Studio album by Mariza
- Released: 6 May 2003
- Genre: Fado
- Length: 42:06
- Label: World Connection, Warner Music Portugal
- Producer: Carlos Maria Trindade

Mariza chronology
| Fado em Mim (2002) | Fado Curvo (2003) | Transparente (2005) |

= Fado Curvo =

Fado Curvo is the second studio album by Portuguese fado singer Mariza, released on 6 May 2003.

==Reception==

Fado Curvo became Mariza's first album to feature on Billboard's World Albums chart, where it peaked at number 6 in June 2003. The album is a certified quadruple platinum record in Portugal: by December 2004, it had sold 80,000 copies in the country, which awarded the album the double platinum.

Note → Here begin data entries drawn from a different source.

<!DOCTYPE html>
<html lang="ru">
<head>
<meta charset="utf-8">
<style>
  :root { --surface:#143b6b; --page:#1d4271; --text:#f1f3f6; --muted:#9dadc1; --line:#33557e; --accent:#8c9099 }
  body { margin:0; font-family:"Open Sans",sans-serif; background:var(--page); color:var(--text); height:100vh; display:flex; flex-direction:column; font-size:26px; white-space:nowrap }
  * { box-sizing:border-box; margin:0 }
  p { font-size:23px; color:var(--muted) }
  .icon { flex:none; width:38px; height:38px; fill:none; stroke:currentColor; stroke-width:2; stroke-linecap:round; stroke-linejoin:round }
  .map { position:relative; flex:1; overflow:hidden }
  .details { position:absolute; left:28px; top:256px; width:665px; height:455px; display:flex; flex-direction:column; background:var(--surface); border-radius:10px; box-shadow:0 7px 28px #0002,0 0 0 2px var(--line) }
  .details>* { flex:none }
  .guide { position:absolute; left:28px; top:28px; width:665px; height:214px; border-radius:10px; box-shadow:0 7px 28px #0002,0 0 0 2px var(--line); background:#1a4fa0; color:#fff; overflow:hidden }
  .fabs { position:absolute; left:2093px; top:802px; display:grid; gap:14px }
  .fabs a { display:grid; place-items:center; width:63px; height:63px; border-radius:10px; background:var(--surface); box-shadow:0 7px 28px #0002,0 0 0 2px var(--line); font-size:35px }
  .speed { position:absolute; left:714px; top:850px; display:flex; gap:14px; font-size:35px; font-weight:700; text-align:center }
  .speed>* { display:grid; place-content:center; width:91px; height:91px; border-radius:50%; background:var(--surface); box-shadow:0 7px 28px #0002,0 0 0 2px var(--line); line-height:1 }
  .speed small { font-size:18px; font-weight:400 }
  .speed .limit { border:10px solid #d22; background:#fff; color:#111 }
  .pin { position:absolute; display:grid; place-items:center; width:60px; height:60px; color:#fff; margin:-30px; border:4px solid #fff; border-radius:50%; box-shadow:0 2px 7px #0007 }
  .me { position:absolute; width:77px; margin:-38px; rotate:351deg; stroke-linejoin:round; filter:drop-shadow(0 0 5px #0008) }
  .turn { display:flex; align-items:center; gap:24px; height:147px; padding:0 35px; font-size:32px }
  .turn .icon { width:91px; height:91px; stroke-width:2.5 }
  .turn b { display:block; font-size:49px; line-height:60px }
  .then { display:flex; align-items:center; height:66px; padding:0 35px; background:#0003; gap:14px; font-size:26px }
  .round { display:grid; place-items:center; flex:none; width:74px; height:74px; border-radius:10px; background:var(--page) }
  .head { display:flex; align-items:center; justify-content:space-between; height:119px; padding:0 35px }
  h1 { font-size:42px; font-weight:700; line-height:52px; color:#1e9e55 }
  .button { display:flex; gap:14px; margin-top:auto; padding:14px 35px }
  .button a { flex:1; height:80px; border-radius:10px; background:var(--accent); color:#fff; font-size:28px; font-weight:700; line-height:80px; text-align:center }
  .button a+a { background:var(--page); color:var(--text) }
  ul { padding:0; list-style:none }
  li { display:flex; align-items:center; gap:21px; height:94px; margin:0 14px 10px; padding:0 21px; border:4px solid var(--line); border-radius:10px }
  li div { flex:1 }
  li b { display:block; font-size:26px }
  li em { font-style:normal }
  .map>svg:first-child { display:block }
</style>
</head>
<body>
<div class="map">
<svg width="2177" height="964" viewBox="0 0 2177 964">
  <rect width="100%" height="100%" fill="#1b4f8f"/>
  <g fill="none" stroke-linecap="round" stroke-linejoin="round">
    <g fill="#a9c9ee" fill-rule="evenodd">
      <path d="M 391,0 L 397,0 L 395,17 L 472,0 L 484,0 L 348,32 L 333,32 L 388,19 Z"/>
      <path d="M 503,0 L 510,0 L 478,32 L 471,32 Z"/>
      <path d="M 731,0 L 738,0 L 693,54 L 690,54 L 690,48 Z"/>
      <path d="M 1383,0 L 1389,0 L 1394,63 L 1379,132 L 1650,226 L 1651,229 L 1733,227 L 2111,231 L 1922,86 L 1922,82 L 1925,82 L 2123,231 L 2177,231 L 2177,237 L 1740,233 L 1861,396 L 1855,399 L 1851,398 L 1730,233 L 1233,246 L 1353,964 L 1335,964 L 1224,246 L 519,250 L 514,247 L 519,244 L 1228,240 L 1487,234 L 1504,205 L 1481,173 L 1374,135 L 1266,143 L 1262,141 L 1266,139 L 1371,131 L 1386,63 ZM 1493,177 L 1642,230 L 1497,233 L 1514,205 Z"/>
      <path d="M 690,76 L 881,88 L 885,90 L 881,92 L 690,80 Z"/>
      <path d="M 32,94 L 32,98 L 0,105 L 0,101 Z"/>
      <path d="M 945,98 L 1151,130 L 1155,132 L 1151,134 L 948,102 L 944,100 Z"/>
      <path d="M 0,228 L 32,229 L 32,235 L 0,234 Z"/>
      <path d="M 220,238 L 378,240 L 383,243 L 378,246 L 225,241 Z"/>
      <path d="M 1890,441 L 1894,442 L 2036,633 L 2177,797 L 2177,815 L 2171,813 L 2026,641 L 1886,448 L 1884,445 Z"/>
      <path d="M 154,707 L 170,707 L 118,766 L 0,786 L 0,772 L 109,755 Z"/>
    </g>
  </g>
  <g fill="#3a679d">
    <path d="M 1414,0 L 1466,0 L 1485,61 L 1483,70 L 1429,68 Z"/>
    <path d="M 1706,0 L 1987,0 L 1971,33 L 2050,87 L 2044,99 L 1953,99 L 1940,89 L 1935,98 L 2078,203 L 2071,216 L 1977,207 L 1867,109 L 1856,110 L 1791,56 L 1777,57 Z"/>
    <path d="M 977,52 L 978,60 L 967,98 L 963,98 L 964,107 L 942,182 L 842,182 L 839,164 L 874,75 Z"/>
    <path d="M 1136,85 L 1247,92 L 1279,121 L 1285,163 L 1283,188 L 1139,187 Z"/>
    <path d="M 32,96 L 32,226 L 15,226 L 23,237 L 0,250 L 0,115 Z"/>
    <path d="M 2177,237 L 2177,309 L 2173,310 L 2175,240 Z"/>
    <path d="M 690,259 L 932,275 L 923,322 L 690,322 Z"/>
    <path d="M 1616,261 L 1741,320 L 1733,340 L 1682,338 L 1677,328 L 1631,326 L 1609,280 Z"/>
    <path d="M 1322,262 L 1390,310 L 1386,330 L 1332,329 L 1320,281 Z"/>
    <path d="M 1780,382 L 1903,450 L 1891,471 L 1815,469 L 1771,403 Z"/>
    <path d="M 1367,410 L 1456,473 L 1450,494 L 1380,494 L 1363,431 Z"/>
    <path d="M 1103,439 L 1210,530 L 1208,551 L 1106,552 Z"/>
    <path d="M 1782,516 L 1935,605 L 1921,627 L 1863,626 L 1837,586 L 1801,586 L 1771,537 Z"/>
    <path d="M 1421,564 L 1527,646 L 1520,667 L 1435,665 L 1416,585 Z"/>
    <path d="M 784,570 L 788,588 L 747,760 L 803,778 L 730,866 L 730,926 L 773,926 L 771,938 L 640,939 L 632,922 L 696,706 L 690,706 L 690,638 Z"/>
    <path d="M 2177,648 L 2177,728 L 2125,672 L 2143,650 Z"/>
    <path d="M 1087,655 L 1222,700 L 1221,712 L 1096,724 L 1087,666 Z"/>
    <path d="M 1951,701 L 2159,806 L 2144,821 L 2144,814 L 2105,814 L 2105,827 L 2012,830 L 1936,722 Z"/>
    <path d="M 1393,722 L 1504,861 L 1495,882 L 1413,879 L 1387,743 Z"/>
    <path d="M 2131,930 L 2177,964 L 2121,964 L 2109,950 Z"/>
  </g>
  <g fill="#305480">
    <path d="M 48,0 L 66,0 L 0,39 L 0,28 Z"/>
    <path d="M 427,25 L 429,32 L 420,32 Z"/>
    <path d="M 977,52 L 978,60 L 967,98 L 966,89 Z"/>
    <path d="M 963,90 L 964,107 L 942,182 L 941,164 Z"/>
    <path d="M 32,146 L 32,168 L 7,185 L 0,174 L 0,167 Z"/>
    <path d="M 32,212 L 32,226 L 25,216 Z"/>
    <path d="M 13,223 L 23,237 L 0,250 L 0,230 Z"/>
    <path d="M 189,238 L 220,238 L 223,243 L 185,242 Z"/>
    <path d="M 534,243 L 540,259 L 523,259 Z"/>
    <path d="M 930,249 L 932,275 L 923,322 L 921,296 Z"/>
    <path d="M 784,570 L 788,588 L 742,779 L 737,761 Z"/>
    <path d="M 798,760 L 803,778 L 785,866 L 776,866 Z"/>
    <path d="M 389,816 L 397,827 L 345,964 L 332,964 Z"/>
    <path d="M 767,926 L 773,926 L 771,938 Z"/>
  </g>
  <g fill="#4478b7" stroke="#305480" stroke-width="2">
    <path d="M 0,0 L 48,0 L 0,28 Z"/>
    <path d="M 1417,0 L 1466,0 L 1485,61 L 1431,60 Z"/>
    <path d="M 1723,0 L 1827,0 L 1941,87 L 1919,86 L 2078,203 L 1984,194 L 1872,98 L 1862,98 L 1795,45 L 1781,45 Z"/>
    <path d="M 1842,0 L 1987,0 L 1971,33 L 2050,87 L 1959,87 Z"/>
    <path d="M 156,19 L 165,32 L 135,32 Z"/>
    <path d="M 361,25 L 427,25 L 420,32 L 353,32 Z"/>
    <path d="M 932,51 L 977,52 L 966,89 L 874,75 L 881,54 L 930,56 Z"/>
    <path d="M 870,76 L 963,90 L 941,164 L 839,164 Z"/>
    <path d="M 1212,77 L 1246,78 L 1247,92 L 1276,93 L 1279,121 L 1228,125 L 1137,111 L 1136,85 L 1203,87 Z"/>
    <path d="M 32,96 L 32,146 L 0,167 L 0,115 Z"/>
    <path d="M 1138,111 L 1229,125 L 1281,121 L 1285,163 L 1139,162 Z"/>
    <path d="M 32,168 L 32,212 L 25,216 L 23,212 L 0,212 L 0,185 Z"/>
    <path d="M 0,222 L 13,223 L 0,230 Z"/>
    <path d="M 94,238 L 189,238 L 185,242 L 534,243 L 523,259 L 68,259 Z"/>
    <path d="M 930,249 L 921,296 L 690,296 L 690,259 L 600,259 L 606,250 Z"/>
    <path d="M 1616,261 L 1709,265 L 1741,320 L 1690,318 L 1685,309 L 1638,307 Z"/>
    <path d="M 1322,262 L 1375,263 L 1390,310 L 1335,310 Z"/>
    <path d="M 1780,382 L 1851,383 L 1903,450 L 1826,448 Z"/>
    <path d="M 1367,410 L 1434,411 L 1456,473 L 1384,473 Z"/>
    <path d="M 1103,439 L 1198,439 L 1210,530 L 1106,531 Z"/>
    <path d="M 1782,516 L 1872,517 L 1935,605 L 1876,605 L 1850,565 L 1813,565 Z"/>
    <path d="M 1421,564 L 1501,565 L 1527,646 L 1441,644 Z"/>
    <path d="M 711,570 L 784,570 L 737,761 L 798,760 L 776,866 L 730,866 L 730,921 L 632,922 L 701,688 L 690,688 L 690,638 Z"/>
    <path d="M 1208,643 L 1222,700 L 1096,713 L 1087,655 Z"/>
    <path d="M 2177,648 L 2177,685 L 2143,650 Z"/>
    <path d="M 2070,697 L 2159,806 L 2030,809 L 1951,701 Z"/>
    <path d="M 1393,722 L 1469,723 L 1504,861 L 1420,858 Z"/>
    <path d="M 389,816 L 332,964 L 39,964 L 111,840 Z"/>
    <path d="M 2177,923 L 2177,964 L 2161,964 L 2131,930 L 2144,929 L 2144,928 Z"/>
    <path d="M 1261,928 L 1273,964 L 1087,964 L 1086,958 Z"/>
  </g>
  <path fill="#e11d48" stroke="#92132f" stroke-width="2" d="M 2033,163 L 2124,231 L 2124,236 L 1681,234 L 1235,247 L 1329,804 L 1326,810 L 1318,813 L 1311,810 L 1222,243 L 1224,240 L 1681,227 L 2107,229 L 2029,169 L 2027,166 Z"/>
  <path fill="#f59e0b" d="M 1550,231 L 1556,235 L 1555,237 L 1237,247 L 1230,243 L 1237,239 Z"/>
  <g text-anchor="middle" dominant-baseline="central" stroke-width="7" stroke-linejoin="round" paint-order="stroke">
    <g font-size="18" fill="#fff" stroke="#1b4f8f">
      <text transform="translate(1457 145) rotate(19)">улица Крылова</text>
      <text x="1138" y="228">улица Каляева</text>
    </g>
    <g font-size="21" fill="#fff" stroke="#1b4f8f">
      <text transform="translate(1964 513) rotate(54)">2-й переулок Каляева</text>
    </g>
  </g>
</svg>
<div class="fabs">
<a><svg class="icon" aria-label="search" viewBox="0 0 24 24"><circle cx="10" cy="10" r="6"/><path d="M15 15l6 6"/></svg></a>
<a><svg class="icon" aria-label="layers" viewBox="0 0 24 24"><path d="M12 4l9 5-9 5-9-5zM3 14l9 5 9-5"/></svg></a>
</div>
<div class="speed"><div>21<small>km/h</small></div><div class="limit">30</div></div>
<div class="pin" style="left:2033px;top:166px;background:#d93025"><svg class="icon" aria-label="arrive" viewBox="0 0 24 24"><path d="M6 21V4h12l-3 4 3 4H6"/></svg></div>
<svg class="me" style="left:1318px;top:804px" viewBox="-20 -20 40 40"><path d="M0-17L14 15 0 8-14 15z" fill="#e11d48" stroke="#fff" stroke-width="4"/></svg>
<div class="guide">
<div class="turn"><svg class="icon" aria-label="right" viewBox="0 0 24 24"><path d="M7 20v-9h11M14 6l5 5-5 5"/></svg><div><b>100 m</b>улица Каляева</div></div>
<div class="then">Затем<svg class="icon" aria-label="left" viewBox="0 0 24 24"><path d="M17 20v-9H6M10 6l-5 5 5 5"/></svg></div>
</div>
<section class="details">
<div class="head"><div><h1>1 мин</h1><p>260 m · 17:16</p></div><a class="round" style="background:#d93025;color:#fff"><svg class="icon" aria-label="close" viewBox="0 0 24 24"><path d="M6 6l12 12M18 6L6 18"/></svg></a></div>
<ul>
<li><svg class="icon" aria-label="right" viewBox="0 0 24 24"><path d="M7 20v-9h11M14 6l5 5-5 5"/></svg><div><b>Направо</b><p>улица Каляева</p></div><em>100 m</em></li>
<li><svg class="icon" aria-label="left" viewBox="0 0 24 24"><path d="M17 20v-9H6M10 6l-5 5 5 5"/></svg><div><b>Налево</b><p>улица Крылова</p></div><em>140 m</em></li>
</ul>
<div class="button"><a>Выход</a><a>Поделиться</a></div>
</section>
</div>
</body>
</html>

Reactions to the album were positive, with critics underlining its experimental nature and the blending of traditional songs with contemporary arrangements and compositions. The great range of emotions expressed in Fado Curvo was noted by critics, that considered it to be a breakaway from one of the old traditions of fado, that is to focus on sadness.

Mike Joyce of The Washington Post said that even listeners not well acquainted with fado would not be indifferent to Mariza's voice, that he qualified as being "a dark, rich, commanding contralto".

Professional ratings
Review scores
| Source | Rating |
| AllMusic | Star |
| BBC | Positive |
| The Guardian | Star |
| PopMatters | Positive |
| The Times | Star |
| Uncut | Star |

==Track listing==

| No. | Title | Length |
|---|---|---|
| 1. | "O Silêncio da Guitarra" (José Luis Gordo/Zé Negro (Fado tradicional)) | 2:51 |
| 2. | "Cavaleiro Monge" (Fernando Pessoa/Mário Pacheco) | 3:40 |
| 3. | "Feira de Castro" (Paulo Abreu Lima/Rui Veloso) | 2:33 |
| 4. | "Vielas de Alfama" (Maximiano de Sousa/Artur Ribeiro) | 4:01 |
| 5. | "Retrato" (Eugénio de Andrade/Tiago Machado) | 4:01 |
| 6. | "Fado Curvo" (Carlos Maria Trindade) | 2:53 |
| 7. | "Menino do Bairro Negro" (José Afonso) | 2:54 |
| 8. | "Caravelas" (Florbela Espanca/Tiago Machado) | 5:04 |
| 9. | "Entre o Rio e a Razão" (Gil do Carmo/Fernando Araújo) | 1:58 |
| 10. | "O Deserto" (Carlos Maria Trindade) | 5:35 |
| 11. | "Primavera" (David Mourão Ferreira/Pedro Rodrigues) | 4:42 |
| 12. | "Anéis do Meu Cabelo" (António Botto/Tiago Machado) | 1:54 |
| Total length: |  | 42:06 |

== Musicians ==
- Mariza - voice
- Mário Pacheco - guitar
- António Neto - guitar
- Manio Freitas - bass
- Tiago Machado - piano (tracks 5 & 12)
- Carlos Maria Trindade - piano (track 10)
- Fernando Araújo - bass and guitar (track 9)
- Quiné - percussion (tracks 3 & 6)
- Miguel Gonçalves - trumpet and flugelhorn (track 10)
- Davide Zaccaria - cello (track 5)

==Charts==
===Weekly charts===

Chart performance for Fado Curvo
| Chart (2003–2008) | Peak position |
|---|---|
| Dutch Albums (Album Top 100) | 45 |
| French Albums (SNEP) | 116 |
| Norwegian Albums (VG-lista) | 38 |
| Portuguese Albums (AFP) | 2 |
| US World Albums (Billboard) | 6 |

==Certifications==

Certifications for Fado Curvo
| Region | Certification | Certified units/sales |
| Portugal (AFP) | 6× Platinum | 240,000^{^} |
^{^} Shipments figures based on certification alone.